Der menschliche Körper beschäftigt Kunstschaffende seit Jahrtausenden. An seiner Darstellung in Schrift, Sprache und bildender Kunst lassen sich gesellschaftliche und kulturelle Diskurse ablesen. Wie unterschiedlich die künstlerischen Annäherungen an diesen uralten Topos ausfallen können, zeigt diese Ausstellung auch.

Sie kann, wie in Cecily Browns The Call of the Flesh, auf kryptische Art und lediglich durch den Titel suggeriert oder durch diesen bewusst fehlgeleitet sein. Man vermag als Betrachter kaum Körperliches entdecken in der All-Over Struktur des Bildes, die Pflanzwerk, Steine, vielleicht Wasser andeutet.

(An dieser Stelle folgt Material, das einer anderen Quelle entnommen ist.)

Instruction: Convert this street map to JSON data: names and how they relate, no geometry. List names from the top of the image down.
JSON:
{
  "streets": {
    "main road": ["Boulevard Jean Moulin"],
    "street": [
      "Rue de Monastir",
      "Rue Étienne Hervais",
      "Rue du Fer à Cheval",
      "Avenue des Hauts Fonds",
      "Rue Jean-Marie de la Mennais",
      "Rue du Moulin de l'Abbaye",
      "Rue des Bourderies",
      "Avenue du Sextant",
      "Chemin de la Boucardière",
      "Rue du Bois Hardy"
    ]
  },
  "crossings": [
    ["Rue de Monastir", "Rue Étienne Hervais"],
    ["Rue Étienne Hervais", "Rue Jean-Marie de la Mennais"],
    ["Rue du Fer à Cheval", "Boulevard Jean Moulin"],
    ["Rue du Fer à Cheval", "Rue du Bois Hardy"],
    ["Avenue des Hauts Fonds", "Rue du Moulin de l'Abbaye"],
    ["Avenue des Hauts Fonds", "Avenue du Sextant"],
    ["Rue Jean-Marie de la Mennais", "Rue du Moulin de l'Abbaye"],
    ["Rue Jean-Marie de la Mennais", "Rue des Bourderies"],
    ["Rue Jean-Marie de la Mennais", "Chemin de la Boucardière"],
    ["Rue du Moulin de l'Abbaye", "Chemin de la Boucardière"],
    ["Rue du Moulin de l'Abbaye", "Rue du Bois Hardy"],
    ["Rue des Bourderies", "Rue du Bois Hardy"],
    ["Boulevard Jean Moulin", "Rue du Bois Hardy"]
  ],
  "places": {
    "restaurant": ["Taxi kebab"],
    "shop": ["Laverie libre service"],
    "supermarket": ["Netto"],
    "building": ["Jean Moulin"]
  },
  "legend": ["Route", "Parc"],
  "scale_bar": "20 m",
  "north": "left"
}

Lediglich einige rot-fleischfarbene Details könnten Körperlichkeit andeuten. Und dennoch kann die visuelle Erfahrung des Bildes – insbesondere im Wissen um den Titel körperliches Empfinden, vielleicht sogar Begehren evozieren, Laszivität suggerieren. Cecily Brown beherrscht eine Ästhetik, die mit den Zwängen der Narrative – Figurativ versus Abstrakt, Landschaft versus Körper – bricht, um eine außergewöhnliche visuelle und thematische Fluidität zu erreichen.

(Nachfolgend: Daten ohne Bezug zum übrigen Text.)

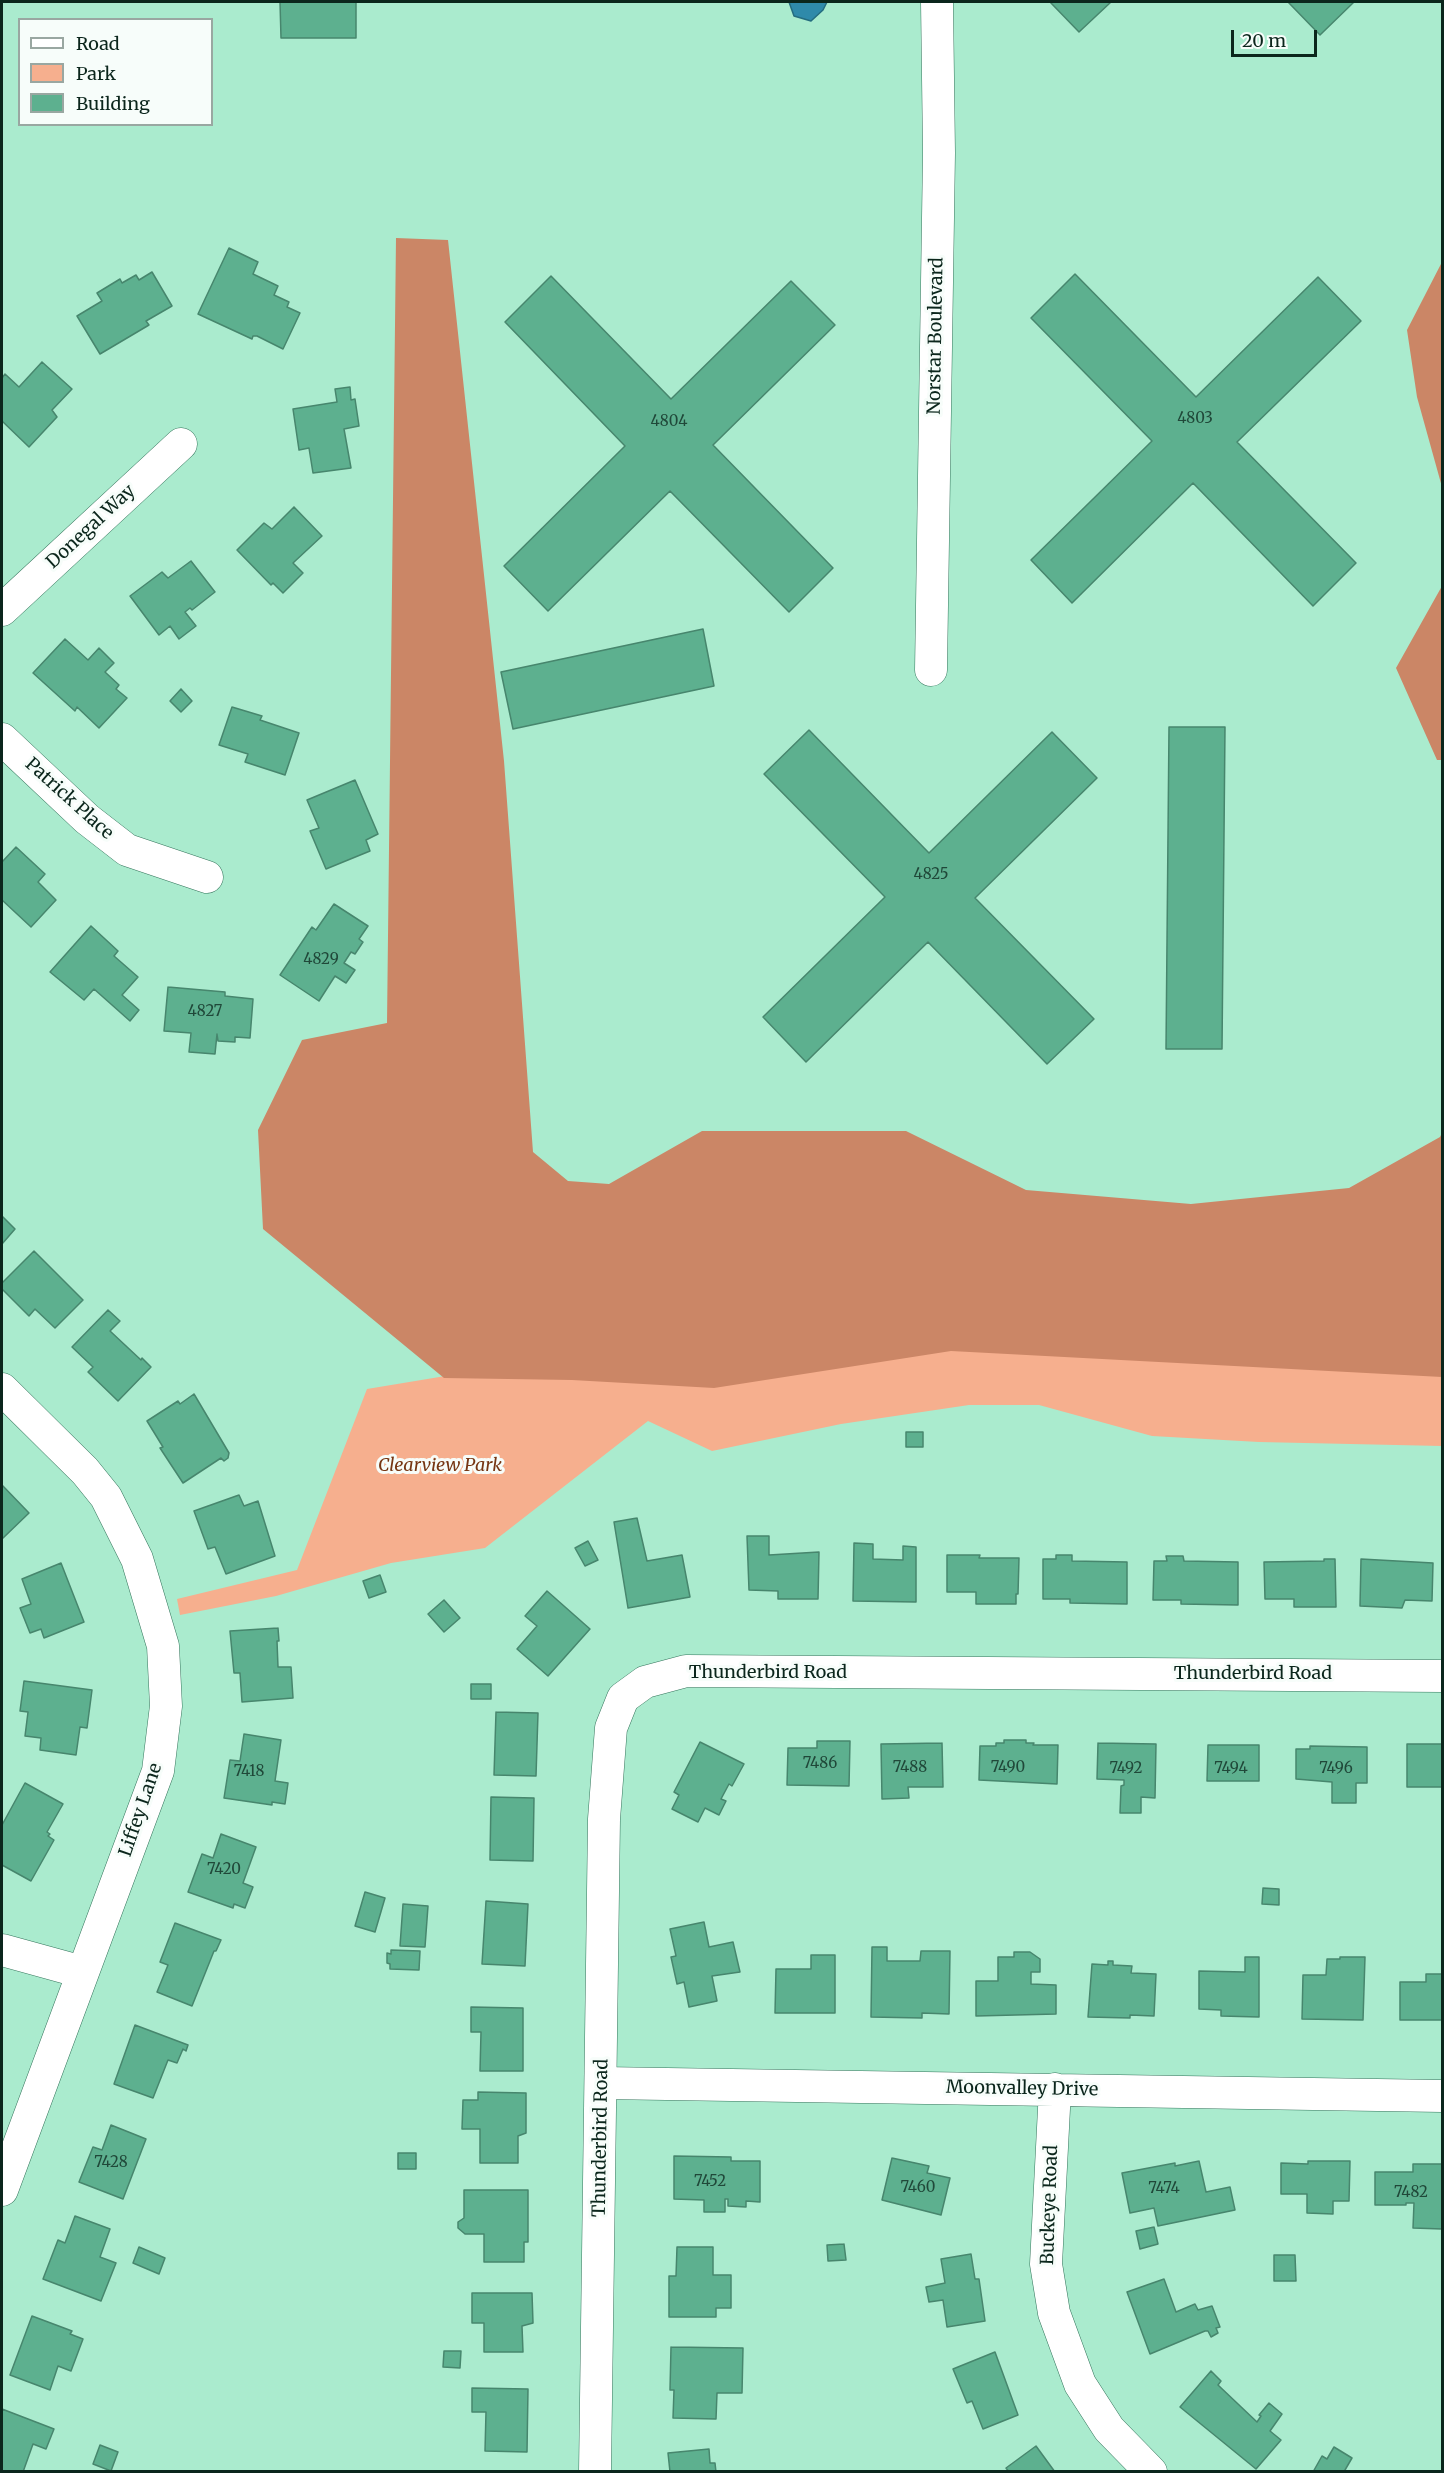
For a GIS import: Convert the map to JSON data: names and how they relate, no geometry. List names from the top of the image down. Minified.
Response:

Ella Kruglyanskayas Odalisken wiederum sind Tropen, an welchen sich die Malerin sowohl politisch wie konzeptuell interessiert zeigt und die sie dabei ironisch hinterfragt. Sie bieten ein dankbares ästhetisches Forschungsobjekt für eine Künstlerin, die kontinuierlich die Bedingungen ihres Mediums und dessen Geschichte untersucht und offenlegt, dessen „Gemachtheit“ immer Teil ihrer Bilder ist – wie Emily LaBarge es beschreibt. „Odalisque on Pillow (2024) zeigt uns die kalte Schulter, fast ihren ganzen Rücken zugewandt, während sie nach ihrer Mandoline greift, aber in Wirklichkeit ist ihr Körper ein Feld aus magentafarbenen Linien, als würde sich ihre Körperlichkeit selbst widersetzen und sich wünschen, eine ganz andere Art von Gemälde zu werden, befreit von Realitätsnähe, Hintergrund und Vordergrund. Odalisque in Blue (2024) ist genau das: eine weitere Frau, eine weitere Mandoline, diesmal sparsam skizziert in einer flachen Atmosphäre aus strahlendem Kleinblau, ihre Form an einigen Stellen durch einen hauchdünnen Schal verfestigt, mit farbigen Formen wie Matisse-Papierausschnitten, die im blauen Äther um sie herum schweben. Der einzige feste Bestandteil dieses Bildes, das uns durch eine Farbkalibrierungstabelle am oberen Rand an seine Künstlichkeit erinnert, ist eine Zitrone. Fest insofern, als sie einen Schatten wirft, was bedeutet, dass sie Teil einer Art Vordergrund und Hintergrund ist, von dem sich die Frau mit ihrem gewundenen Blick und ihrer flachen Form ausnimmt“, schreibt dazu LaBarge.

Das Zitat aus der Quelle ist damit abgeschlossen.